Records to use Start Marker

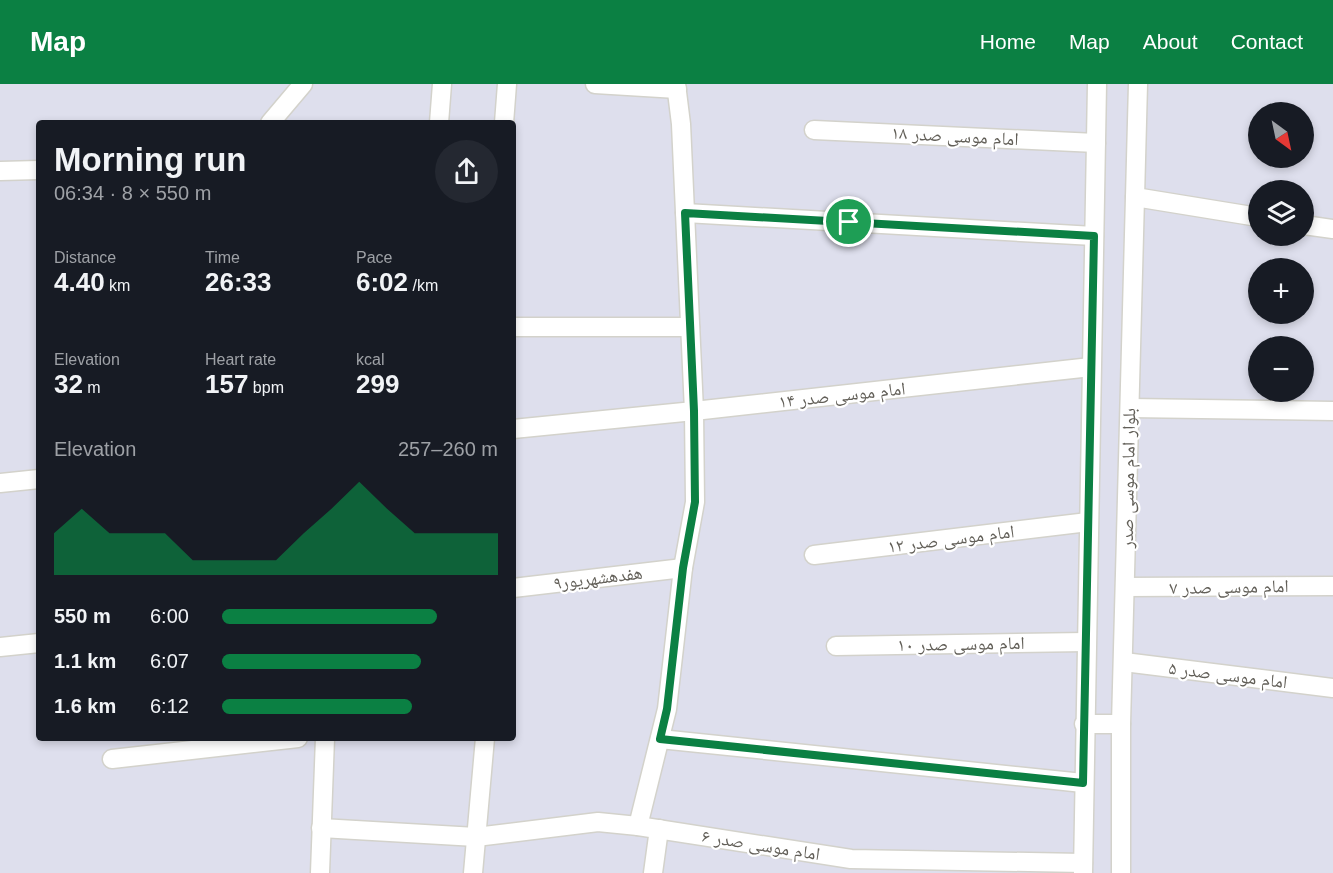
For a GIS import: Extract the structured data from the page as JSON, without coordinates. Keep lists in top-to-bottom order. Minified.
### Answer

Records to use End Marker
Records to use Start Marker

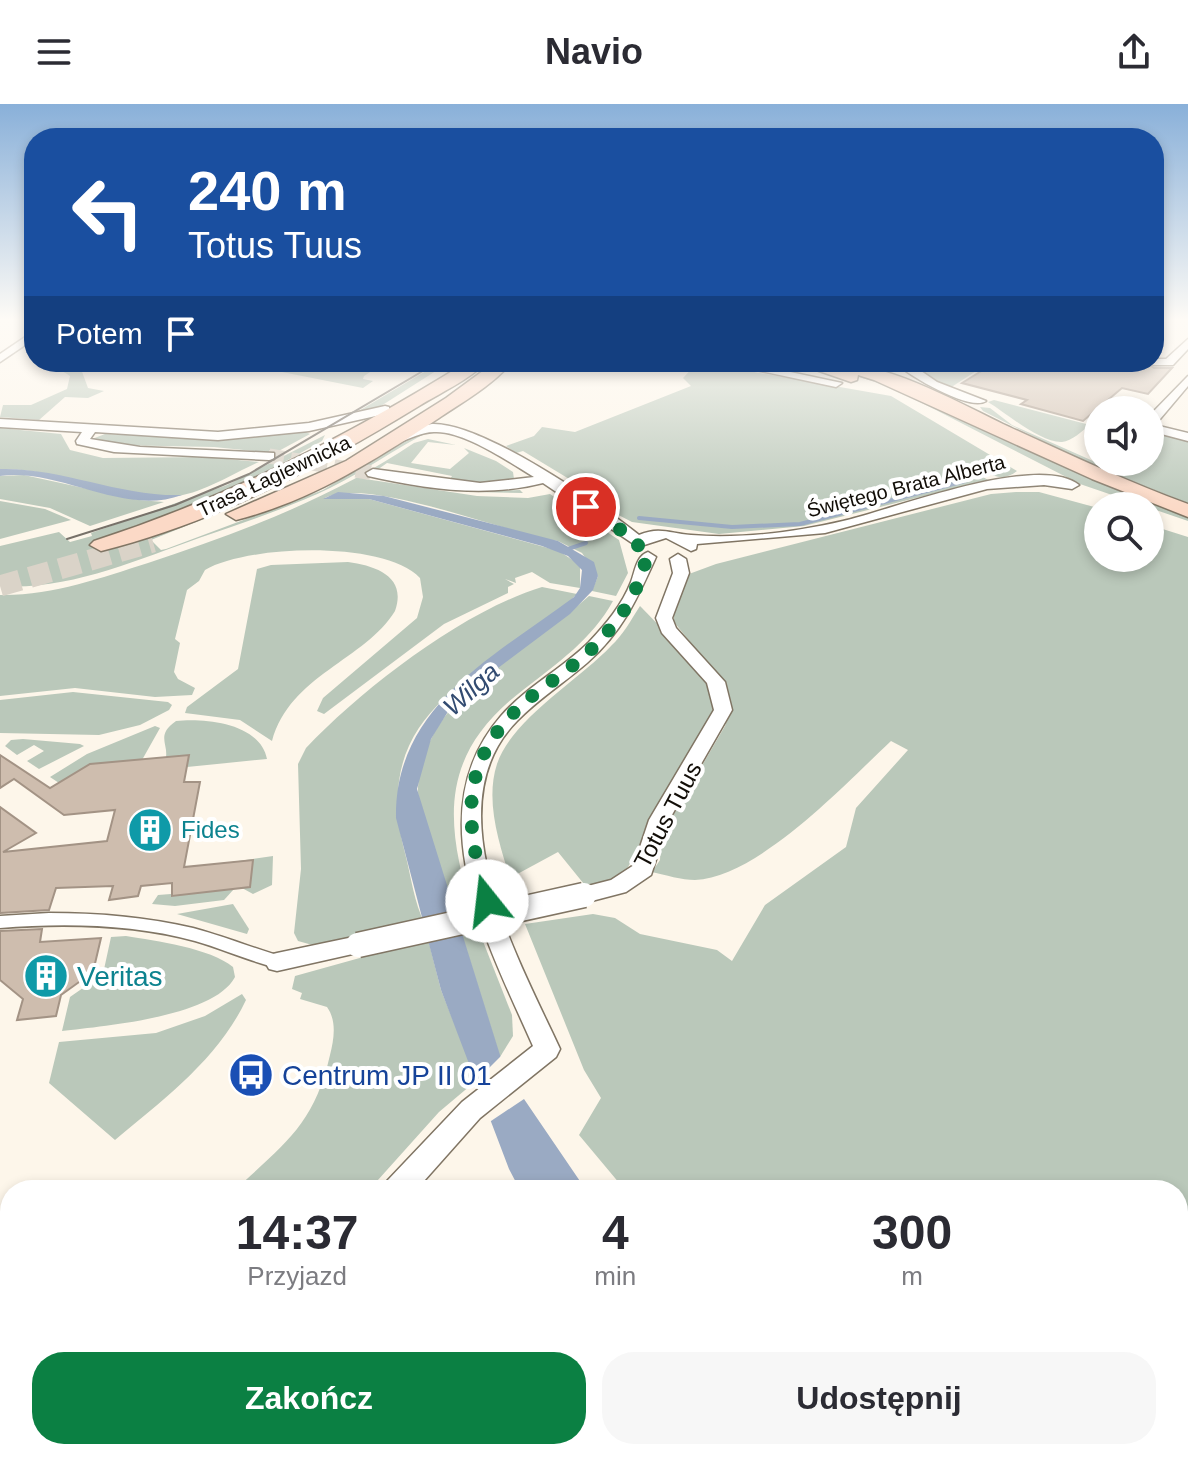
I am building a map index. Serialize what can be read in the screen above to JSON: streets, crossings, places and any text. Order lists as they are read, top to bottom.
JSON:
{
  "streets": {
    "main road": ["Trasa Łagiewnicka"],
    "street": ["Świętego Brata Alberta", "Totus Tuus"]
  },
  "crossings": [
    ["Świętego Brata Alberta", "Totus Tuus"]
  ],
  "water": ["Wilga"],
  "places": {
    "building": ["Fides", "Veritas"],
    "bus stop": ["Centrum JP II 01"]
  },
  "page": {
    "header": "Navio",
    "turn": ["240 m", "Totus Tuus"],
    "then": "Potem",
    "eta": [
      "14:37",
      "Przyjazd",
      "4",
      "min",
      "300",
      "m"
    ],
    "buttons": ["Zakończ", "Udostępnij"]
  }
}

Records to use End Marker

Your objective
Pull out every line holding "lists" from the records above, and copy it.

Output for this task
For a GIS import: Extract the structured data from the page as JSON, without coordinates. Keep lists in top-to-bottom order. Minified.
I am building a map index. Serialize what can be read in the screen above to JSON: streets, crossings, places and any text. Order lists as they are read, top to bottom.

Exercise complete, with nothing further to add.